▶ Required work:
For this exercise, return exactly the lines of the material below that begin at the one with "M0,190l25,9" and stop after the one with "M0,328l101,32 -13,33 -16,-7".

----------------

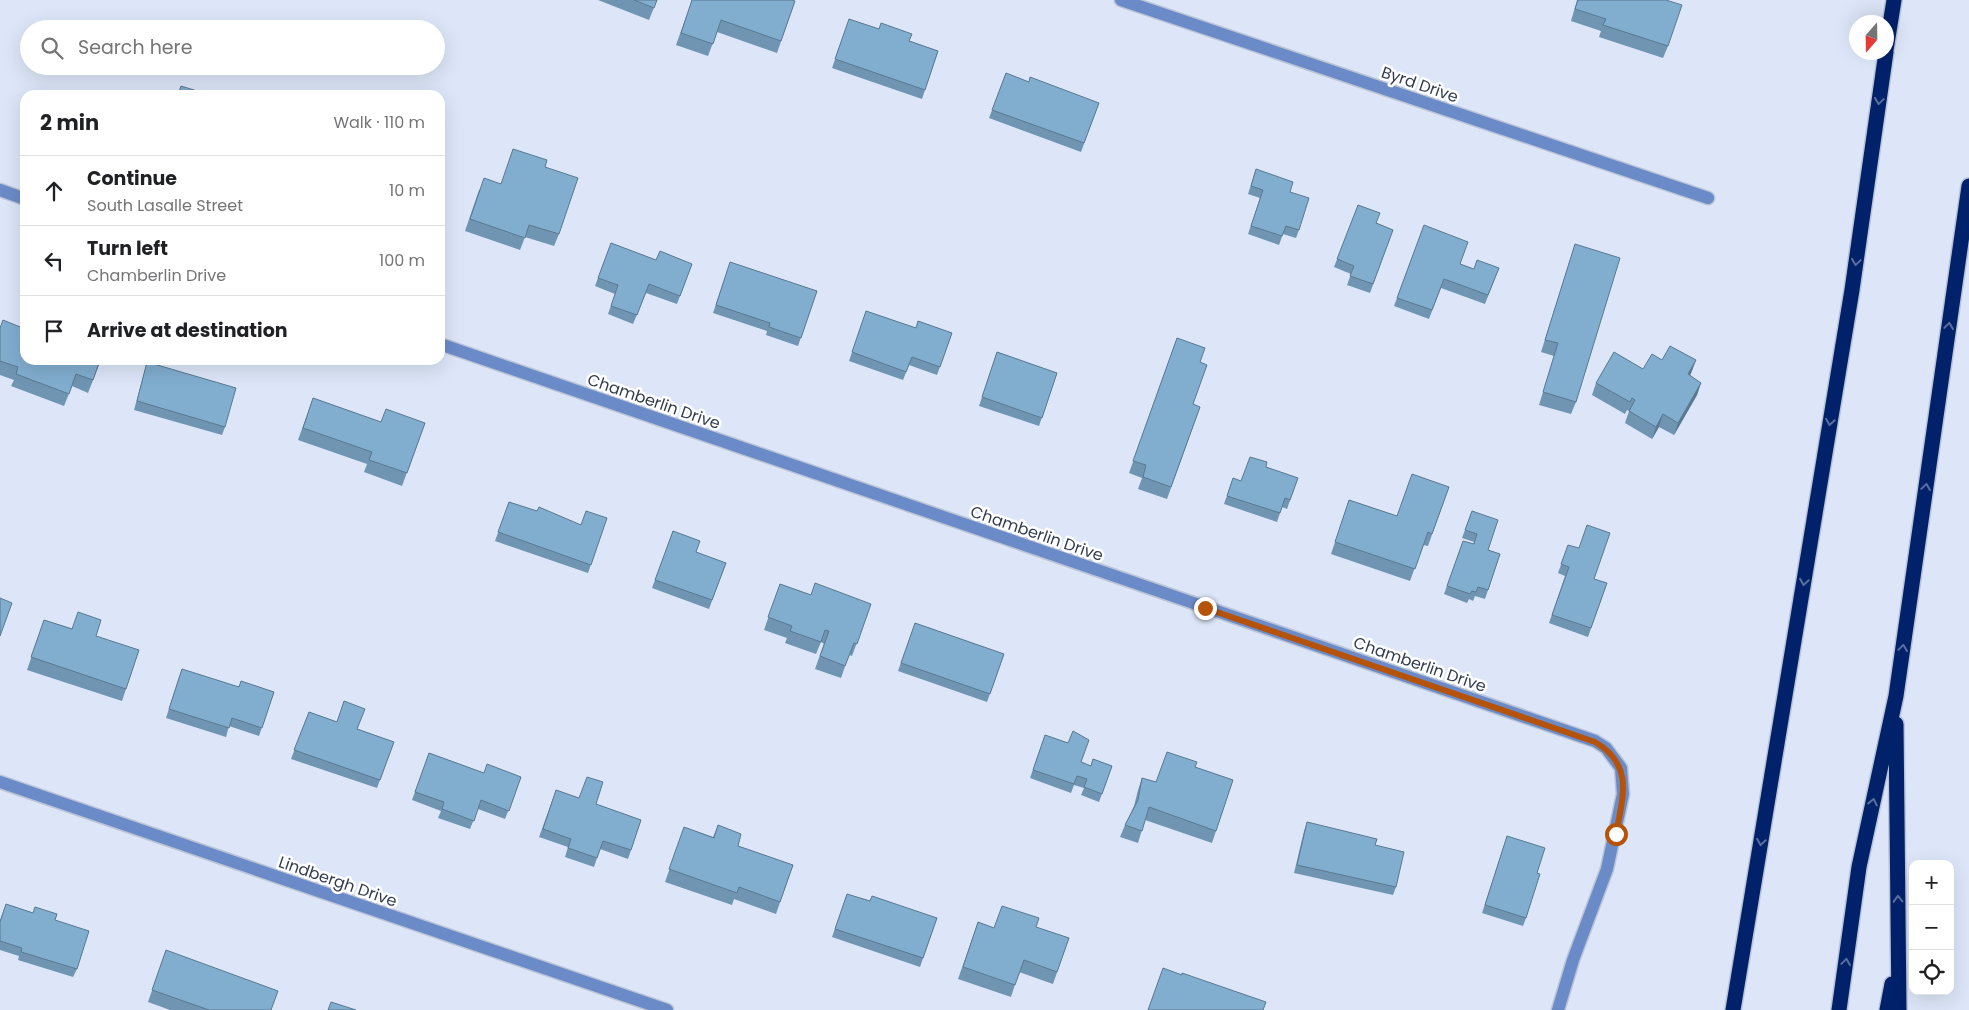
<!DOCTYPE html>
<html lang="en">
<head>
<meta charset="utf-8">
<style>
	body { margin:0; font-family:Poppins,sans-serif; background:#f6f6f6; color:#202124 }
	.controls { position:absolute; right:15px; bottom:15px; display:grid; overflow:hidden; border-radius:10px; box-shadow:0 5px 20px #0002 }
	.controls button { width:45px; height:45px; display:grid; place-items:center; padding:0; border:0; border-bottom:1px solid #e0e0e0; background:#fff; color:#202124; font:25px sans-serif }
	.compass { position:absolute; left:1849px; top:15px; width:45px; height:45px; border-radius:50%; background:#fff; box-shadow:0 5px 20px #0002; rotate:200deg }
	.stop { position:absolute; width:15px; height:15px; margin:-11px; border:4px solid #b45309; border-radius:50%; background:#fff }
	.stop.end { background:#b45309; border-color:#fff; box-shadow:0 1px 5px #0008 }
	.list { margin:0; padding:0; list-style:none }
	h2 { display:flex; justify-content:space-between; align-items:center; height:65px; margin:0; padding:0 20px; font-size:21px }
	h2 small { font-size:16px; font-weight:400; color:#757577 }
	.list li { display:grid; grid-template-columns:32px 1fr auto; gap:15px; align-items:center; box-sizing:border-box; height:70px; padding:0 20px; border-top:1px solid #e0e0e0 }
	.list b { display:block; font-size:19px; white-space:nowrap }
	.list p { margin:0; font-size:16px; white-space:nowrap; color:#757577 }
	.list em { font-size:16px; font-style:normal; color:#757577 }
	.icon { flex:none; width:28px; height:28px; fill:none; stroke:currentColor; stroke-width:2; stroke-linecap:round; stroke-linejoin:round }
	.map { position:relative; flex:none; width:1969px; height:1010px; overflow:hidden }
	.search { position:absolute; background:#fff; box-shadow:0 5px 20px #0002; left:20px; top:20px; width:425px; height:55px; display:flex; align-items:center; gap:12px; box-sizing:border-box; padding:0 18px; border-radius:28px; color:#757577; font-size:19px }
	.panel { position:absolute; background:#fff; box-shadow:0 5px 20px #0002; left:20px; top:90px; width:425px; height:275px; border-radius:15px }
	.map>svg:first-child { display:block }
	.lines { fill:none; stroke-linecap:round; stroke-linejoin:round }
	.minor-casing { stroke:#bac4d6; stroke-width:15 }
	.highway-casing { stroke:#bac4d6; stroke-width:18 }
	.minor { stroke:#6b8bc8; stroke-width:12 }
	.highway { stroke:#02216b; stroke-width:15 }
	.wall { fill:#6f95b2 }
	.shaded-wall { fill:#5a7991 }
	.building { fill:#81adcf; stroke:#5a7991 }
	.oneway { stroke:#5b6f9f }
	.route { stroke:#b45309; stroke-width:6 }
	.labels { text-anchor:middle; stroke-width:5; stroke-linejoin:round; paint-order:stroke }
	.street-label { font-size:16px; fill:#323c4e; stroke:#fff }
</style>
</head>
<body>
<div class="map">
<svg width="1969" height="1010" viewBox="0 0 1969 1010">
	<rect width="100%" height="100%" fill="#dce6f8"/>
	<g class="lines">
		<!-- minor casing -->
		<g class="minor-casing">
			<path id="minor" d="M1121,0l587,198
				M0,190l25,9
				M440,344l1155,397 11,7 15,20 2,26 -16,75 -34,91 -15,50
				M0,782l667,228"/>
		</g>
		<!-- highway casing -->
		<g class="highway-casing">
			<path id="highway" d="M1886,50l8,-50
				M1896,724l3,286
				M1733,1010l119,-720 34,-238
				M1839,1010l20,-143 37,-171 73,-510
				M1887,1010l5,-26"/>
		</g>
		<!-- minor -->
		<use href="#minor" class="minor"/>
		<!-- highway -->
		<use href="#highway" class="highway"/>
	</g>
	<!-- wall -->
	<path class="wall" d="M598,0h59l-8,20z
		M692,0l103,1 -18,52 -60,-21 -9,24 -32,-11z
		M1577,0h89l2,46 -5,12 -64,-21 2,-6 -30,-10z
		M849,19l89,32 -16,48 -90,-31z
		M1006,73l23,9 70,21 -18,49 -92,-34z
		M545,167l14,67 -5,12 -29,-9 -5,13 -55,-19 14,-41 22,-7z
		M1256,169l34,23 9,38 -3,8 -13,-4 -4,11 -31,-11 12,-36 -12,-4z
		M1358,205l19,18 16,7 -23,63 -23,-8 4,-11 -17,-7z
		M1424,225l36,39 14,5 25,-1 -14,36 -44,-16 -12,31 -35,-13z
		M611,243l45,17 36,4 -15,40 -31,-11 -13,31 -25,-10 7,-20 -20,-8z
		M1575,244l1,158 -5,12 -32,-9 15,-49 -13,-4z
		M727,271l90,20 -19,55 -32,-11 1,-4 -54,-18z
		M866,311l50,17 2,-7 34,12 -15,42 -28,-10 -6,15 -54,-19z
		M0,328l101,32 -13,33 -16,-7 -8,20 -53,-20 3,-6 -14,-5z
		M1177,338l23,24 -7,42 7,3 -33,92 -29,-10 4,-11 -13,-5z
		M997,352l60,21 -18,53 -60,-20z
		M1662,360h34l-6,16 11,7 -4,12 -23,40 -15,-8 -7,12 -27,-16 4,-12 -2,-1 -2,4 -33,-19 4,-12 47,-14z
		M147,362l78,65 -3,8 -88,-25z
		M313,398l68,24 44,1 -23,63 -38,-14 3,-8 -69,-24z
		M1266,467l32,11 -11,31 -5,-2 -5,15 -53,-18 9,-26 8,3z
		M1449,487l-21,59 -5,-1 -13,36 -79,-27 18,-54 48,16z
		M509,502l28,9 44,14 26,-7 -19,55 -93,-32z
		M1472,511l16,39 12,4 -15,45 -10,-3 -2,5 -4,-2 -2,4 -23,-9 19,-53 10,3 1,-2 -12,-4z
		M673,531l23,21 30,11 -17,46 -57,-21z
		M1568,545l26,34 13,4 -19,54 -39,-14 16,-47 -7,-3z
		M780,584l31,11 60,9 -19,52 -3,-1 -8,23 -26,-9 9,-25 -3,-2 -5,12 -31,-11 2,-5 -23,-8z
		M44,620l52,16 30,53 -4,12 -95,-31z
		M915,623l89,31 -17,48 -89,-31z
		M179,677l95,15 -15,44 -30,-10 -3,11 -60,-19z
		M309,712l85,30 -17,46 -86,-29z
		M1045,735l23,8 13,19 10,4 2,-7 19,7 -13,36 -18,-7 3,-7 -10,-3 -3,8 -41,-15z
		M429,753l55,20 37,4 -16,42 -27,-10 -8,20 -32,-11 3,-7 -29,-11z
		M1195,767l38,13 -21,63 -67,-23 -7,23 -18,-6 5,-12 9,-19 4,-16 4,-12 14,4z
		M556,790l85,30 -13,39 -28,-10 -6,18 -29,-10 3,-10 -29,-10z
		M1307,822l68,23 21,42 -3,8 -99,-22 10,-42z
		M718,825l20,21 55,19 -17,49 -42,-15 -2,6 -67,-23 19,-55 29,10z
		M1507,836l30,37 -11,45 -3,8 -41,-13z
		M847,894l23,7 67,17 -17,49 -88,-30z
		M6,904l49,16 22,49 -4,8 -55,-17 1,-4 -19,-6v-30z
		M978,922l16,6 42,-1 33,11 -16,46 -34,-12 -8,25 -53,-18z
		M166,950l105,60h-101l-22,-8z"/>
	<!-- shaded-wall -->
	<path class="shaded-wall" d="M1696,360l-5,13 -8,14 5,-13z
		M1701,383l-4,12 -23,40 4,-12z
		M1663,414l-4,13 -7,12 4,-12z"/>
	<!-- building -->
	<path class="building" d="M634,0h23l-3,8z
		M692,0h100l3,1 -14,40 -60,-21 -8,24 -32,-11z
		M1578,0h88l16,5 -14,41 -65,-21 3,-6 -31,-10z
		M849,19l30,10 2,-6 31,11 -3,7 29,10 -13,39 -90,-31z
		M1006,73l23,9 1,-5 69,26 -15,40 -92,-33z
		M181,86l29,9h-32z
		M513,149l34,11 -2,7 33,11 -19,56 -30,-9 -4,13 -55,-19 14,-41 17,6z
		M1256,169l37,13 -3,10 19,6 -10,32 -13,-4 -4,10 -31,-10 12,-36 -12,-4z
		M1358,205l22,8 -4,10 17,7 -20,54 -23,-8 4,-10 -17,-7z
		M1424,225l44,17 -8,22 14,5 3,-9 22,8 -11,27 -44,-16 -12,31 -35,-12z
		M611,243l45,17 4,-9 32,13 -12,32 -31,-12 -12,31 -26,-9 7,-21 -20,-7z
		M1575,244l45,14 -44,144 -33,-10 15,-49 -13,-3z
		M730,262l87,29 -16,47 -32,-11 1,-4 -54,-18z
		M866,311l50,17 2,-7 34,12 -12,34 -28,-10 -6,15 -54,-20z
		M3,320l22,9v31h75l-7,20 -17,-6 -7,20 -53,-20 2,-7 -18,-6v-33z
		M1177,338l28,10 -5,14 7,3 -14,39 7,3 -29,80 -28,-10 3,-12 -13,-4z
		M1670,346l26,14 -8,14 13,9 -23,40 -15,-9 -7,13 -27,-16 6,-11 -3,-2 -2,4 -34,-19 18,-31 29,17 9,-15 10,6z
		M997,352l60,21 -15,45 -60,-21z
		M147,362l89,26 -11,39 -88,-26z
		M313,398l68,24 5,-13 39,14 -18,50 -38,-13 3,-8 -69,-24z
		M1250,457l17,5 -1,5 32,11 -8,22 -5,-2 -5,15 -53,-17 6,-18 8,3z
		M1412,474l37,13 -17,47 -4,-2 -13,37 -80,-27 14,-42 48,16z
		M509,502l28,9 2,-4 42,18 5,-14 21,7 -16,47 -93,-33z
		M1472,511l26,9 -10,30 12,4 -12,36 -10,-3 -2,5 -4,-1 -2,3 -23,-8 16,-45 11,3 3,-10 -12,-4z
		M1587,525l23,8 -16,46 13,4 -16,45 -39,-13 17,-48 -8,-3 7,-19 11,3z
		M673,531l27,10 -4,11 30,11 -14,37 -57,-20z
		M815,583l56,21 -14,40 -3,-1 -9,23 -25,-10 9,-25 -4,-1 -4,12 -31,-11 2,-5 -24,-9 12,-33 31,11z
		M0,598l12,5 -12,33z
		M78,612l23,8 -5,16 43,14 -13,39 -95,-32 13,-37 28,9z
		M915,623l89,31 -14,40 -89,-31z
		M182,669l57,18 2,-6 33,11 -12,36 -30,-10 -3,10 -60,-19z
		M344,701l21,8 -8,20 37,13 -14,38 -86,-30 15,-38 28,10z
		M1073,731l16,9 -8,22 10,4 2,-7 19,7 -10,28 -18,-7 3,-8 -10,-3 -3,8 -41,-14 12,-35 23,8z
		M1167,752l30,10 -2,5 38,13 -17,51 -67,-24 -7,24 -17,-6 13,-25 4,-22 14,4z
		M429,753l55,20 3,-9 34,13 -12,34 -28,-11 -7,21 -32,-12 2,-7 -29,-10z
		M587,777l16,5 -7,22 45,16 -10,30 -28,-9 -6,17 -29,-10 3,-9 -28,-10 13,-39 23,8z
		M1307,822l70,17 -2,6 29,7 -8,35 -99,-22z
		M718,825l23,9 -3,12 55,19 -13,37 -41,-15 -2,6 -68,-24 15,-42 30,11z
		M1507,836l38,12 -8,25 3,1 -14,44 -41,-13z
		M847,894l23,7 2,-5 65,22 -14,40 -88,-29z
		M6,904l27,9 2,-6 22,7 -2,6 34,11 -12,38 -56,-17 1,-4 -22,-7v-19z
		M1002,906l37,12 -3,9 33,11 -12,34 -33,-12 -9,25 -52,-18 15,-45 16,6z
		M166,950l112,41 -7,19h-62l-57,-20z
		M1163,968l19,7v-2l84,29 -3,8h-115z
		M331,1002l25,8h-28z"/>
	<!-- one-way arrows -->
	<defs><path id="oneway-chevron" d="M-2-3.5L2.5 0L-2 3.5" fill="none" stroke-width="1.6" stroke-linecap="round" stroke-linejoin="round" transform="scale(1.25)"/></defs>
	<g class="oneway">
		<use href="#oneway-chevron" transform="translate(1879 101) rotate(98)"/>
		<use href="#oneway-chevron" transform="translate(1856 262) rotate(98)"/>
		<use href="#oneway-chevron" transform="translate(1949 326) rotate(-82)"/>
		<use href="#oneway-chevron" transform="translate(1830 422) rotate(99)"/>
		<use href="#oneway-chevron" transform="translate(1926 487) rotate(-82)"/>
		<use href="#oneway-chevron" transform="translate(1804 582) rotate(99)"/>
		<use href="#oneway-chevron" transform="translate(1903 648) rotate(-82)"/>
		<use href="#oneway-chevron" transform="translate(1873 802) rotate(-78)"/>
		<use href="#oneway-chevron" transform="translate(1761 842) rotate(99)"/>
		<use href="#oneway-chevron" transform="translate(1898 899) rotate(-91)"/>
		<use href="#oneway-chevron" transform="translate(1846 962) rotate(-82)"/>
	</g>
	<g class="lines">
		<!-- route -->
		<path class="route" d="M1205,608l390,134c39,23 28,54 21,92"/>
	</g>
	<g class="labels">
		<!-- street labels -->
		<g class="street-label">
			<text transform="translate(1420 84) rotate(19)" y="6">Byrd Drive</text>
			<text transform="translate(654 401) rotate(19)" y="6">Chamberlin Drive</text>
			<text transform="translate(1037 533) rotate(19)" y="6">Chamberlin Drive</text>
			<text transform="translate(1420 664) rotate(19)" y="6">Chamberlin Drive</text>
			<text transform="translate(338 881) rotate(19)" y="6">Lindbergh Drive</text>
		</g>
	</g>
</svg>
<div class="controls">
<button>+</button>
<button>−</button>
<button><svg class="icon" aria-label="locate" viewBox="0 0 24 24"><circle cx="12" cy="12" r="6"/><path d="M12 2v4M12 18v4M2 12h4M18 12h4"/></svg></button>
</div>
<svg class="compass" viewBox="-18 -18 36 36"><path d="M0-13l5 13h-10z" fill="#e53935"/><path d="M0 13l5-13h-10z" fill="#757577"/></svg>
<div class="stop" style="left:1616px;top:834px"></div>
<div class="stop end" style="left:1205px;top:608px"></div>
<div class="search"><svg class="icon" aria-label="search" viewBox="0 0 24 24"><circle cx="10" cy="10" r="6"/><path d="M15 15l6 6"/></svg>Search here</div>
<section class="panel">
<h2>2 min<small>Walk · 110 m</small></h2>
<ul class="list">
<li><svg class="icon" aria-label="ahead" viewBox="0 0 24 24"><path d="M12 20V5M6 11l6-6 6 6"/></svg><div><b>Continue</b><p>South Lasalle Street</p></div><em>10 m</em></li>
<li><svg class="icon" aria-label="left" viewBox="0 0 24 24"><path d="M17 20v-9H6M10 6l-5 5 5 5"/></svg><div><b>Turn left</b><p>Chamberlin Drive</p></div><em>100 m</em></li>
<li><svg class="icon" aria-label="arrive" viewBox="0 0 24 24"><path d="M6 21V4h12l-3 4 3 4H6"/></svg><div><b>Arrive at destination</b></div></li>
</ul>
</section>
</div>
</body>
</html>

----------------

▶ Output of the task:
				M0,190l25,9
				M440,344l1155,397 11,7 15,20 2,26 -16,75 -34,91 -15,50
				M0,782l667,228"/>
		</g>
		<!-- highway casing -->
		<g class="highway-casing">
			<path id="highway" d="M1886,50l8,-50
				M1896,724l3,286
				M1733,1010l119,-720 34,-238
				M1839,1010l20,-143 37,-171 73,-510
				M1887,1010l5,-26"/>
		</g>
		<!-- minor -->
		<use href="#minor" class="minor"/>
		<!-- highway -->
		<use href="#highway" class="highway"/>
	</g>
	<!-- wall -->
	<path class="wall" d="M598,0h59l-8,20z
		M692,0l103,1 -18,52 -60,-21 -9,24 -32,-11z
		M1577,0h89l2,46 -5,12 -64,-21 2,-6 -30,-10z
		M849,19l89,32 -16,48 -90,-31z
		M1006,73l23,9 70,21 -18,49 -92,-34z
		M545,167l14,67 -5,12 -29,-9 -5,13 -55,-19 14,-41 22,-7z
		M1256,169l34,23 9,38 -3,8 -13,-4 -4,11 -31,-11 12,-36 -12,-4z
		M1358,205l19,18 16,7 -23,63 -23,-8 4,-11 -17,-7z
		M1424,225l36,39 14,5 25,-1 -14,36 -44,-16 -12,31 -35,-13z
		M611,243l45,17 36,4 -15,40 -31,-11 -13,31 -25,-10 7,-20 -20,-8z
		M1575,244l1,158 -5,12 -32,-9 15,-49 -13,-4z
		M727,271l90,20 -19,55 -32,-11 1,-4 -54,-18z
		M866,311l50,17 2,-7 34,12 -15,42 -28,-10 -6,15 -54,-19z
		M0,328l101,32 -13,33 -16,-7 -8,20 -53,-20 3,-6 -14,-5z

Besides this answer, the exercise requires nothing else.